National  + Weekender  | 

Multifamily owners and developers, take note: the effects of the current pandemic on renter expectations, and on development costs, are likely to be long-term. Forbes’ Lisa Chamoff offers a breakdown of the most significant changes the multifamily sector will see, especially in major cities:

Bigger is better. Although “micro-apartments” were supposed to be the wave of the future, city dwellers who have waited out the stay-at-home orders in one or two rooms will likely be looking to spread out.

“I think that the desire for larger apartments will come back into style, and many will be looking to size up — whether sizing up in square footage, light, outdoor space, view, or amenities,” Ian Slater, a residential broker with Compass in Manhattan, told Forbes.

Smaller is better, too. Forbes reports that agents think that boutique buildings will win out over large developments, and townhouses will become more prized.

“I certainly think this is good for townhouse living because you don’t have the same issues you have in an apartment building, such as sharing an elevator, not having access to your gym, and you have private outdoor space,” Brown Harris Stevens’ Lisa Lippman told Forbes.

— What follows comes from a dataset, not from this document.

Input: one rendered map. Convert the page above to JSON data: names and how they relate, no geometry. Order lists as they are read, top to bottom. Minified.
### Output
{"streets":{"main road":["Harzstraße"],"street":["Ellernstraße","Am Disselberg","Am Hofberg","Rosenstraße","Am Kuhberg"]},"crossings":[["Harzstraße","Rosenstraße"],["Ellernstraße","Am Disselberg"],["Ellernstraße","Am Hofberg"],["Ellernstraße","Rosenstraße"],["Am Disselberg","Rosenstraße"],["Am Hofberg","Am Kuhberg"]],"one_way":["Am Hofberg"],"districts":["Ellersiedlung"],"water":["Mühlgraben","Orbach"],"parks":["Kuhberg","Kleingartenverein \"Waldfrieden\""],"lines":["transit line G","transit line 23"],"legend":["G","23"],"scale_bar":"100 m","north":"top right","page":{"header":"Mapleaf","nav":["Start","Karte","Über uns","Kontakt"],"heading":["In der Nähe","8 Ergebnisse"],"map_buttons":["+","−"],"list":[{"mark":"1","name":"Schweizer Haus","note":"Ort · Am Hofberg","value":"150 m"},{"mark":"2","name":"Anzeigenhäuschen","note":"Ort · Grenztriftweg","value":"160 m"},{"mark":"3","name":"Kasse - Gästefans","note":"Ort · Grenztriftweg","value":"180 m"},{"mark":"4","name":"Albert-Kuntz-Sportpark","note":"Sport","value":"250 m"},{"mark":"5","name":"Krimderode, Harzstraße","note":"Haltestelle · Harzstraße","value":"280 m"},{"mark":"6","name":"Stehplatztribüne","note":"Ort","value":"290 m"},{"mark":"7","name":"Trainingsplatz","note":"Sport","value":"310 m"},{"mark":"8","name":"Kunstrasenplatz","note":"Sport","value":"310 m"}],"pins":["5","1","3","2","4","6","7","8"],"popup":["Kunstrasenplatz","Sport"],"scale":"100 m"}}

Leave your apartment without leaving your apartment. While balconies, terraces and private roof decks are already prized amenities for any prospective condominium buyer, they’re likely to see even greater demand in the coming months.

“Being stuck inside, I think people may realize what is important to them in a home and in their space,” Lippman said. “People will consider what it would be like to reside in this space without being able to leave now. Outdoor space may become more important.”

Home office space will also become a more standard offering. Townhouse Partners’ David Stern noted that for multifamily projects now in the planning stages, developers are reconsidering layouts to accommodate tenants working from home.

Building will take longer and cost more. Construction attorney Barry LePatner, founder of LePatner & Associates, predicts that when the moratorium on construction ends and builders get back to work, we can expect delays in the permitting process and increased costs as the supply chain slowly recovers and superintendents get up to speed on how to keep workers safe.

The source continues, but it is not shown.